Lara acordou com o som das ondas quebrando ao longe. Era um barulho que ela conhecia como a palma da própria mão. Aos 16 anos, a garota de Matinhos vivia para o mar. Sua prancha, uma companheira de anos, estava encostada na parede do quarto, cheia de arranhões que contavam histórias de manobras e tombos. Mas naquele dia, algo parecia diferente. O céu estava pesado, carregado de nuvens escuras que prometiam tormenta.

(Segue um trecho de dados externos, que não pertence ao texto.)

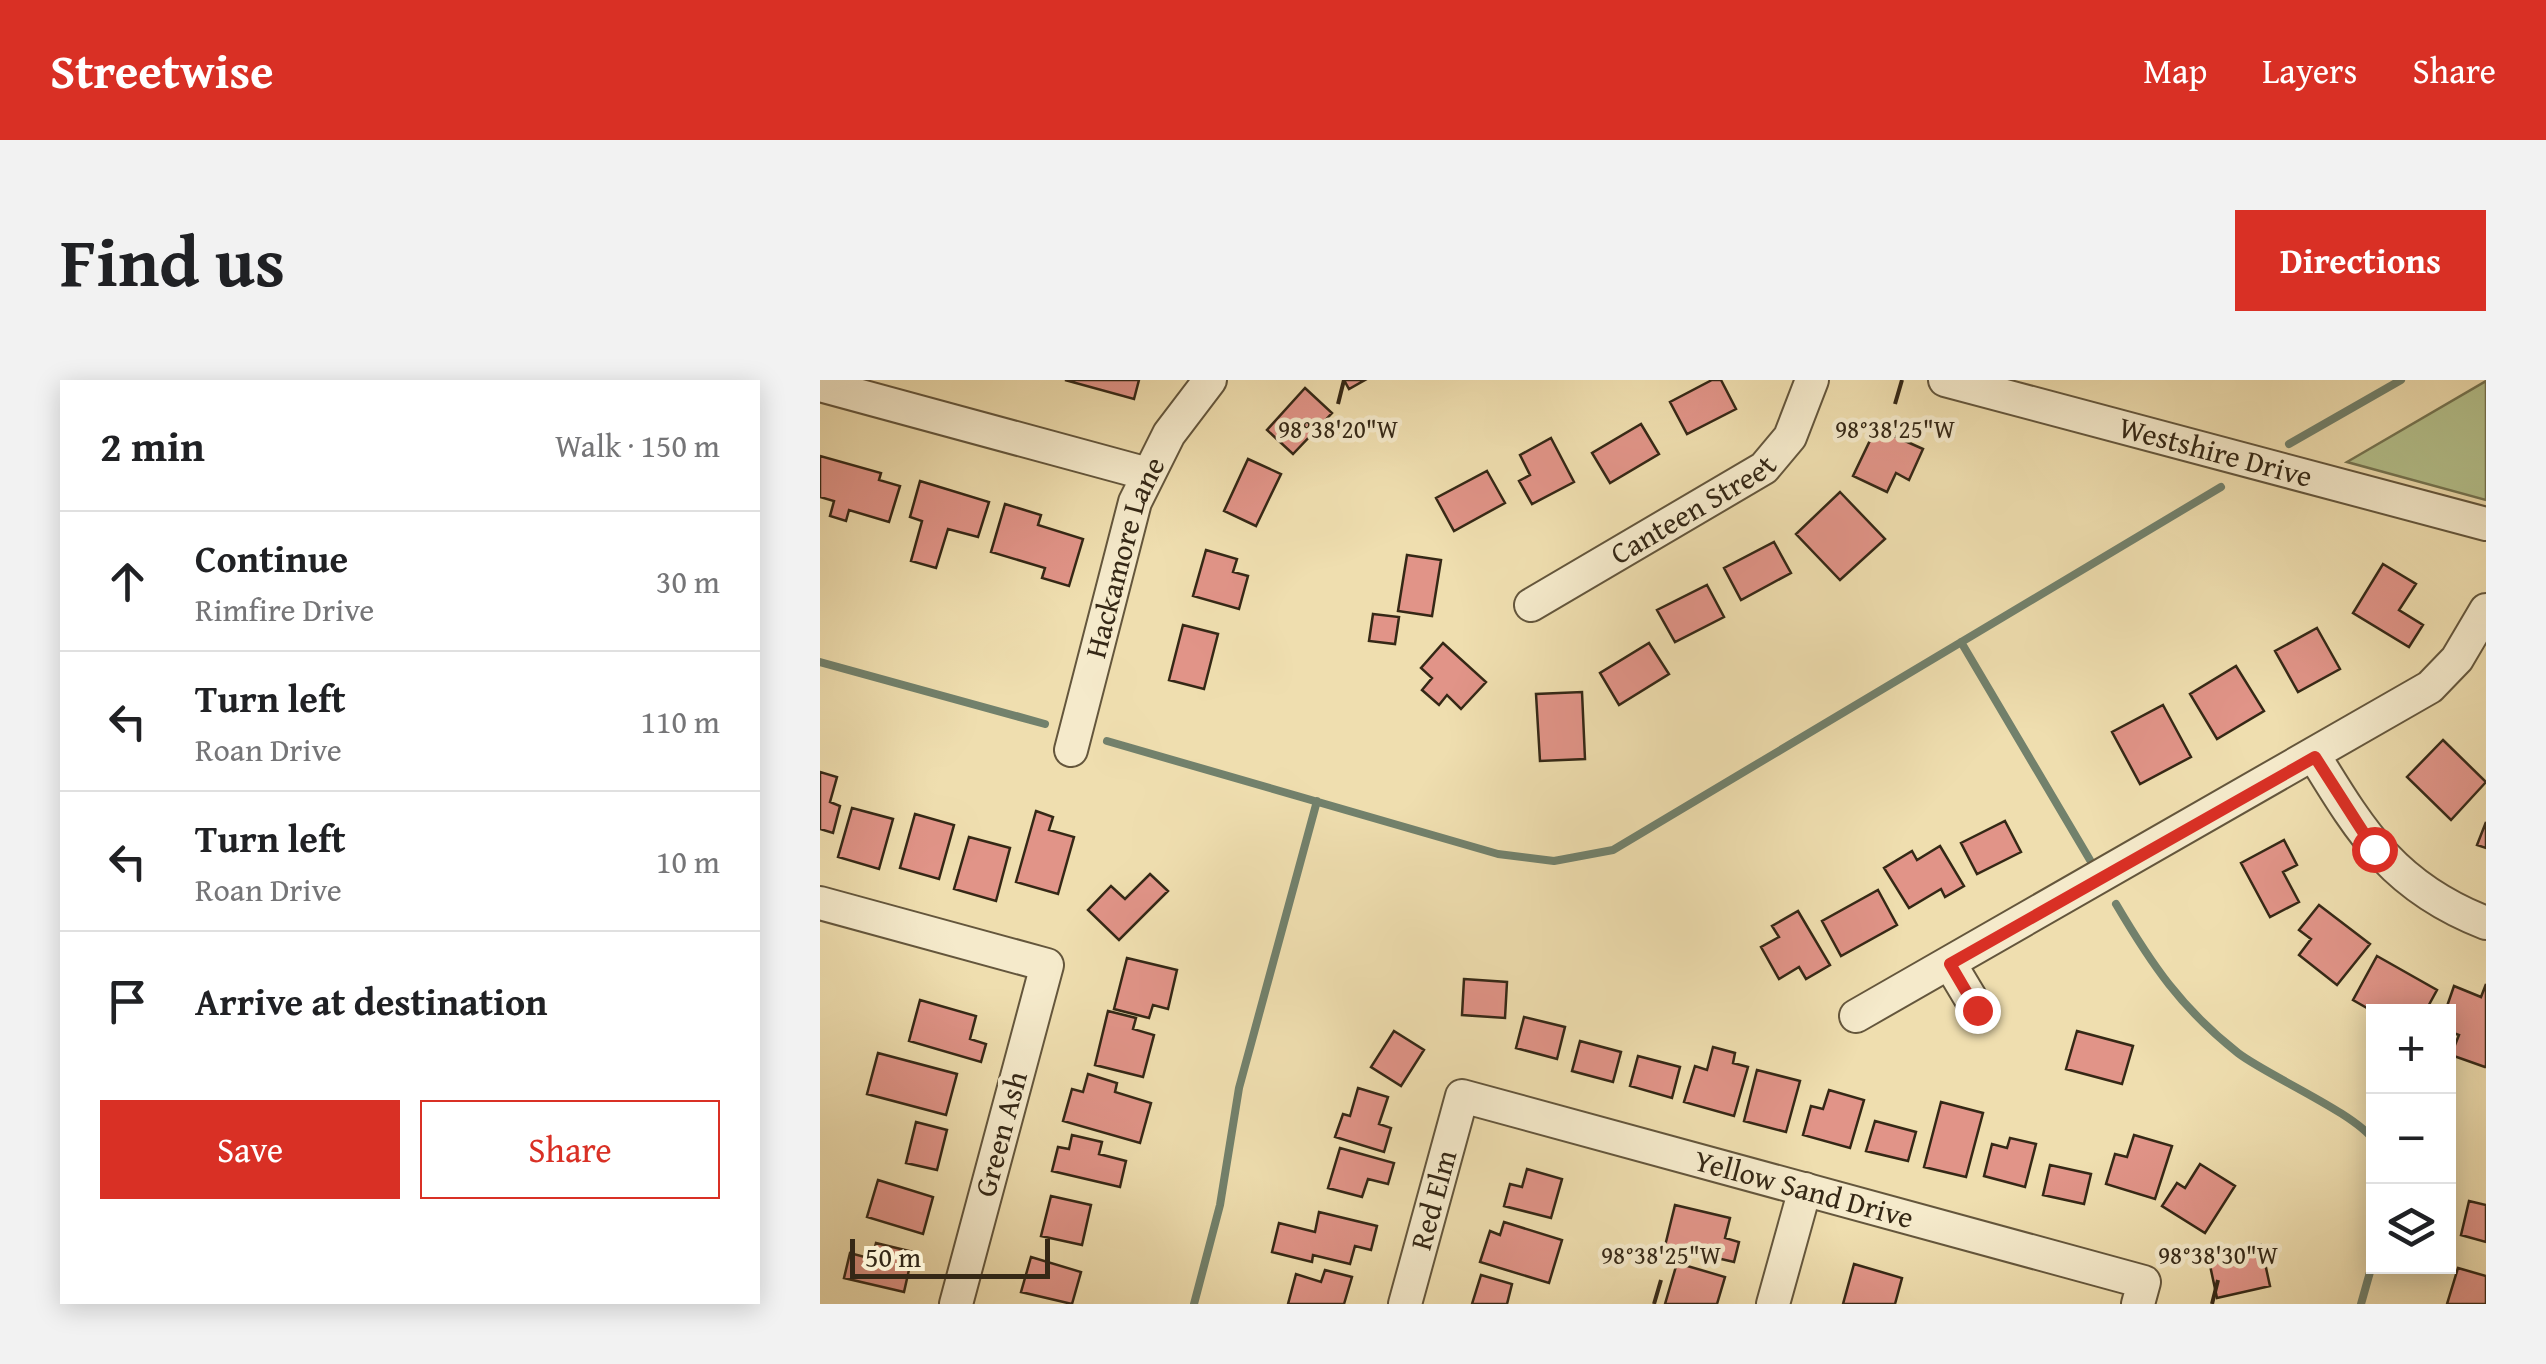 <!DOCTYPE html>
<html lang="en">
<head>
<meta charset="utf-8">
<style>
  body { margin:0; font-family:"Gentium Book Plus",serif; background:#f2f2f2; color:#202124 }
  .controls { position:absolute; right:30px; bottom:30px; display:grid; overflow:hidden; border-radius:0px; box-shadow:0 5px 25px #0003 }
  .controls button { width:90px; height:90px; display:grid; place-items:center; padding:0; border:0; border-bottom:2px solid #e0e0e0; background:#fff; color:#202124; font:50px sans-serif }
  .scale { position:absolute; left:30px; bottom:25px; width:200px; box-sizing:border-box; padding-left:10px; border:5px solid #352816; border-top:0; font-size:28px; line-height:35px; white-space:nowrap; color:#352816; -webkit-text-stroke:8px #f5eacb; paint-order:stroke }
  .stop { position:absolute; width:30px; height:30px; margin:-22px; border:8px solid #d93025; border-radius:50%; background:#fff }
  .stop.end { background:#d93025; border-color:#fff; box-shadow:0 2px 10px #0008 }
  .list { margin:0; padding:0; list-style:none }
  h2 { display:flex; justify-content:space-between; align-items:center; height:130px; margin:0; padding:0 40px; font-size:42px }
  h2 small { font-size:32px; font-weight:400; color:#757577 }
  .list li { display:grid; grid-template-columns:65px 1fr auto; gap:30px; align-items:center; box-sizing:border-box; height:140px; padding:0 40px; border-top:2px solid #e0e0e0 }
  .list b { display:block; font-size:38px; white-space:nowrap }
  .list p { margin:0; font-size:32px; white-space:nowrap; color:#757577 }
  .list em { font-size:32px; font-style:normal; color:#757577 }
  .actions { display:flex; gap:20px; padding:30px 40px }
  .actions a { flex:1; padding:22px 0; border:2px solid #d93025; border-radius:0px; text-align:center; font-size:35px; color:#d93025 }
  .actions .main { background:#d93025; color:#fff }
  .icon { flex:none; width:55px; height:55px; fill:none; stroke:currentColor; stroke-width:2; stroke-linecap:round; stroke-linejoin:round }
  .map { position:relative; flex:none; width:1666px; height:924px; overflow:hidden; border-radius:0px }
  header { display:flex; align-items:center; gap:60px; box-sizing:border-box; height:140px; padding:0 50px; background:#d93025; color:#fff }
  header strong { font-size:48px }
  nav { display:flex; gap:55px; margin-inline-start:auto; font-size:35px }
  .intro { display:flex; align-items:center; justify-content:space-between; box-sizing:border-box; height:240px; padding:0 60px }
  h1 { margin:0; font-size:70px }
  .button { padding:25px 45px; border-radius:0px; background:#d93025; color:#fff; font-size:35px; font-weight:700 }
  main { display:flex; gap:60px; padding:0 60px }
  aside { flex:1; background:#fff; border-radius:0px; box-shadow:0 5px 25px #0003 }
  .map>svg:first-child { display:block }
  .green { fill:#b5c28d; stroke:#757552; stroke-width:2.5 }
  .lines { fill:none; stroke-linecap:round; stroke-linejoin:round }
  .stream { stroke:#72816c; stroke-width:8 }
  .building { fill:#e19488; stroke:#352816; stroke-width:2.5 }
  .minor-casing { stroke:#64563c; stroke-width:36 }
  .minor { stroke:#f5eacb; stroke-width:32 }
  .route { stroke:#d93025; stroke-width:12 }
  .ticks { fill:none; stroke:#352816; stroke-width:4 }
  .labels { text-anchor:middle; stroke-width:9; stroke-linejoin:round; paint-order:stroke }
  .street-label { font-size:30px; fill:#352816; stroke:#f5eacb }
  .ticks-label { font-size:25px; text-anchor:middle; fill:#352816; stroke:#f5eacb; stroke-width:9; stroke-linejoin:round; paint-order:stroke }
</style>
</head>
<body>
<header>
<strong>Streetwise</strong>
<nav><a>Map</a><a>Layers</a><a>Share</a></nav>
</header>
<div class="intro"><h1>Find us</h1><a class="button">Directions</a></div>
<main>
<aside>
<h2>2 min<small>Walk · 150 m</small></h2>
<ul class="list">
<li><svg class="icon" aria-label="ahead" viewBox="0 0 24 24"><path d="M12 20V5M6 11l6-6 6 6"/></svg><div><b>Continue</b><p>Rimfire Drive</p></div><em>30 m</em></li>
<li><svg class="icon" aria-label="left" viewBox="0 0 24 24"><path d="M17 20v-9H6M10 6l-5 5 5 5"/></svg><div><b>Turn left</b><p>Roan Drive</p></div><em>110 m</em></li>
<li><svg class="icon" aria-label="left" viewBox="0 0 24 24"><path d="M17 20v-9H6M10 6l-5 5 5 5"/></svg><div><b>Turn left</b><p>Roan Drive</p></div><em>10 m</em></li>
<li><svg class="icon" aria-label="arrive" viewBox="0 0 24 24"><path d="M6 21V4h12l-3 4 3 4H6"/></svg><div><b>Arrive at destination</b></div></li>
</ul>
<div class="actions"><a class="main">Save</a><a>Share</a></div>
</aside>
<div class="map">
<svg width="1666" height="924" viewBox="0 0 1666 924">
  <rect width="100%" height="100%" fill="#efdeaf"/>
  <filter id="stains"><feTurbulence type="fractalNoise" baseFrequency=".002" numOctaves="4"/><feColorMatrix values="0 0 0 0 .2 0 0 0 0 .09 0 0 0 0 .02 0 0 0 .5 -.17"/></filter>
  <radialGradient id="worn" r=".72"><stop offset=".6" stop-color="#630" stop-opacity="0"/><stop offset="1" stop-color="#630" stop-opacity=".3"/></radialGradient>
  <path class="green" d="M1666 1V120L1527 82Z"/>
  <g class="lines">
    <path class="stream" d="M1469 64 1581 0
      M1141 262 1270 480
      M0 282 225 344
      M287 361 678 474 734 481 793 470 1401 107
      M1296 524C1332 585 1361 628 1418 673 1448 696 1537 734 1554 761
      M374 924 400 825 419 708 497 421
      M1541 924 1554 878"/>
  </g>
  <path class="building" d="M245 0H319L314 19Z
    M524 0H545L529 9Z
    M892 0H901L916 29 867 54 850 22Z
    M485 8 512 33 473 74 447 50Z
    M821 44 839 74 790 103 772 73Z
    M1056 48 1103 69 1089 100 1076 93 1067 112 1033 96Z
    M731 58 754 102 712 124 699 101 710 95 700 75Z
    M0 76 61 93 59 100 80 106 69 142 29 130 26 141 10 136 14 121 0 117Z
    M428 79 461 94 436 146 404 131Z
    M667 91 685 123 634 151 616 118Z
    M100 101 169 122 158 157 128 149 116 188 91 181 102 141 90 137Z
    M1020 112 1065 159 1020 200 976 154Z
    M185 124 221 135 218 145 263 159 249 206 222 198 225 188 171 172Z
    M954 162 971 193 921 220 904 188Z
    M386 170 417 179 413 192 428 196 419 229 373 216Z
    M587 175 621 180 612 236 578 231Z
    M1563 184 1596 204 1579 230 1603 245 1589 267 1533 233Z
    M887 205 904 237 855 262 837 230Z
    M553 234 579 237 575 264 549 261Z
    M363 245 398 254 384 309 349 300Z
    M1497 248 1520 289 1478 312 1455 271Z
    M623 263 666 302 641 329 627 315 619 325 602 310 612 298 601 288Z
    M829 263 849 294 799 325 780 293Z
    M1416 286 1444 331 1397 359 1370 314Z
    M762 312 765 379 720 381 716 314Z
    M1343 325 1371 377 1320 404 1292 352Z
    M1623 360 1666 402 1631 440 1587 397Z
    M0 392 17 397 10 422 20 426 13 453 0 449Z
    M32 428 73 439 59 489 18 477Z
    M216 431 233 437 229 450 254 457 238 514 196 502Z
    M95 434 134 445 119 499 80 488Z
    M1185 441 1201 472 1157 494 1141 463Z
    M1666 442V468L1657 465Z
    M149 457 190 468 176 521 134 509Z
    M1464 460 1477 485 1463 492 1479 522 1450 537 1421 483Z
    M1120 466 1144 506 1125 517 1121 509 1089 528 1064 488 1092 471 1097 480Z
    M330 494 348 511 299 560 268 530 291 506 305 519Z
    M1058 510 1077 545 1021 576 1002 541Z
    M1499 525 1550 564 1517 605 1479 575 1491 559 1479 550Z
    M978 531 1010 585 986 599 979 587 959 599 941 567 959 557 952 546Z
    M1557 576 1617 610 1605 632H1554L1533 620Z
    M307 578 357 590 348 629 333 625 329 638 294 629Z
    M644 599 687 602 685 638 642 635Z
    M1666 604V686L1665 687 1631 675 1639 655 1628 651V632H1625L1634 606 1661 617Z
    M100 620 156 636 150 659 166 664 161 682 89 661Z
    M288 631 316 638 313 649 334 655 323 697 275 685Z
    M704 637 745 647 737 679 696 668Z
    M574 651 604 670 581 706 551 687Z
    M1257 651 1313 666 1302 704 1246 689Z
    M760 661 801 672 793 702 752 691Z
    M893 667 915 673 913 683 928 687 914 736 864 722 875 686 887 690Z
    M58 673 137 694 126 735 47 714Z
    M818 676 860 687 852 718 810 706Z
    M937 690 980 701 966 752 924 741Z
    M268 694 297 703 295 712 331 723 320 763 243 741 252 709 263 712Z
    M538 708 568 717 559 744 571 748 564 772 515 757 523 734 530 736Z
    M1009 710 1044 720 1030 768 983 755 991 726 1003 729Z
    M1121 722 1163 733 1146 797 1104 787Z
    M1055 741 1096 752 1088 781 1046 771Z
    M96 742 127 750 117 790 86 783Z
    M252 755 282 762 279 774 306 781 300 807 232 791 238 767 249 769Z
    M1314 755 1352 766 1335 819 1286 804 1295 774 1307 777Z
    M1190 758 1216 764 1205 807 1164 796 1172 764 1187 768Z
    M520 768 574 783 568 804 548 799 542 817 508 808Z
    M1380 784 1415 806 1385 853 1342 826 1357 803 1365 808Z
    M1230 785 1271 794 1264 824 1223 815Z
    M707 789 742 799 731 838 684 826 690 804 702 807Z
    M58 800 113 817 103 854 47 837Z
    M231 816 271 825 262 865 221 856Z
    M1649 821 1666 825V862L1641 855Z
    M855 825 910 838 905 858 919 862 914 882 845 866Z
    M499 832 557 846 551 870 535 866 530 884 493 875 492 882 452 872 459 843 495 852Z
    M684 842 742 860 729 903 660 882 670 851 680 855Z
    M56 863 93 872 84 912 24 898 30 873 52 879Z
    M1441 865 1450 906 1397 918 1388 876Z
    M211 877 261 892 252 924 201 912Z
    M857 883 905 897 897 924H845Z
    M1034 884 1082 898 1075 924H1023Z
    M1638 888 1666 896V924H1627Z
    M505 890 532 897 524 924H468L476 894 501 902Z
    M661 895 692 904 687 924H652Z"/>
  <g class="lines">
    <g class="minor-casing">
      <g id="minor">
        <path id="s1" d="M1125 0 1666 144"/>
        <path d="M0 5 328 94"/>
        <path id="s2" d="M711 225 944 88 970 57 992 0"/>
        <path id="s3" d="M251 370 315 122 349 54 390 0"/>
        <path d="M1495 377C1543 456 1576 508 1666 543"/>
        <path d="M0 523 227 585 136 924"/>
        <path d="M1130 584 1157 629"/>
        <path d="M1036 636 1610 307 1637 279 1666 230"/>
        <path id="s4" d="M585 924 642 716 1324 902 1318 924"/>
        <path d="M953 924 985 809"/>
      </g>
    </g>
    <use href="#minor" class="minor"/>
  </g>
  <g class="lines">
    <path class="route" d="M1157 630 1130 584 1495 377 1554 469"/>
  </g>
  <path class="ticks" d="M518 24 524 0M1075 24 1082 0M834 924 841 900M1392 924 1398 900"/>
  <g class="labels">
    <g class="street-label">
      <text dy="10" stroke="none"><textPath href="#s1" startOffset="280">Westshire Drive</textPath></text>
      <text dy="10" stroke="none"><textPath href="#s2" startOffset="188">Canteen Street</textPath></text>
      <text dy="10" stroke="none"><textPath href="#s3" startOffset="200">Hackamore Lane</textPath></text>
      <text transform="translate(181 754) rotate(-75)" y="10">Green Ash</text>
      <text dy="10" stroke="none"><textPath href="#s4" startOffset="570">Yellow Sand Drive</textPath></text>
      <text dy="10" stroke="none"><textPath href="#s4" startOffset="108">Red Elm</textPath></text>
    </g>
  </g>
  <g class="ticks-label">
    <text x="518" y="58">98°38'20"W</text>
    <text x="1075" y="58">98°38'25"W</text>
    <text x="841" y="884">98°38'25"W</text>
    <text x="1398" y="884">98°38'30"W</text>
  </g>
  <rect width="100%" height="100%" filter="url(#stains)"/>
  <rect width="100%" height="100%" fill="url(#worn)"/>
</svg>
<div class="controls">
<button>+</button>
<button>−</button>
<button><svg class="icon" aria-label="layers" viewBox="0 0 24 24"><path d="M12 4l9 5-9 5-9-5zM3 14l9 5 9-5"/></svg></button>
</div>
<div class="scale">50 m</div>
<div class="stop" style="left:1554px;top:469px"></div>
<div class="stop end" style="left:1157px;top:630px"></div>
</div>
</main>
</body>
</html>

Ela desceu as escadas correndo, o short jeans já vestindo o corpo bronzeado pelo sol do litoral paranaense. Na cozinha, a mãe, dona Célia, mexia o café com uma cara que não escondia a preocupação.
— Lara, você não vai pro mar hoje, né? — perguntou, sem nem levantar os olhos da xícara.
— Mãe, eu preciso treinar. O campeonato tá chegando — respondeu Lara, pegando uma banana da fruteira.
— Campeonato, campeonato... E o vestibular? Você já decidiu o curso? Engenharia, medicina, algo que dê futuro?
Lara revirou os olhos. Era sempre a mesma conversa. Ela amava o surf, o vento no rosto, a liberdade de deslizar nas ondas. Mas, para os pais, aquilo era só um hobby. Um passatempo que não pagava contas.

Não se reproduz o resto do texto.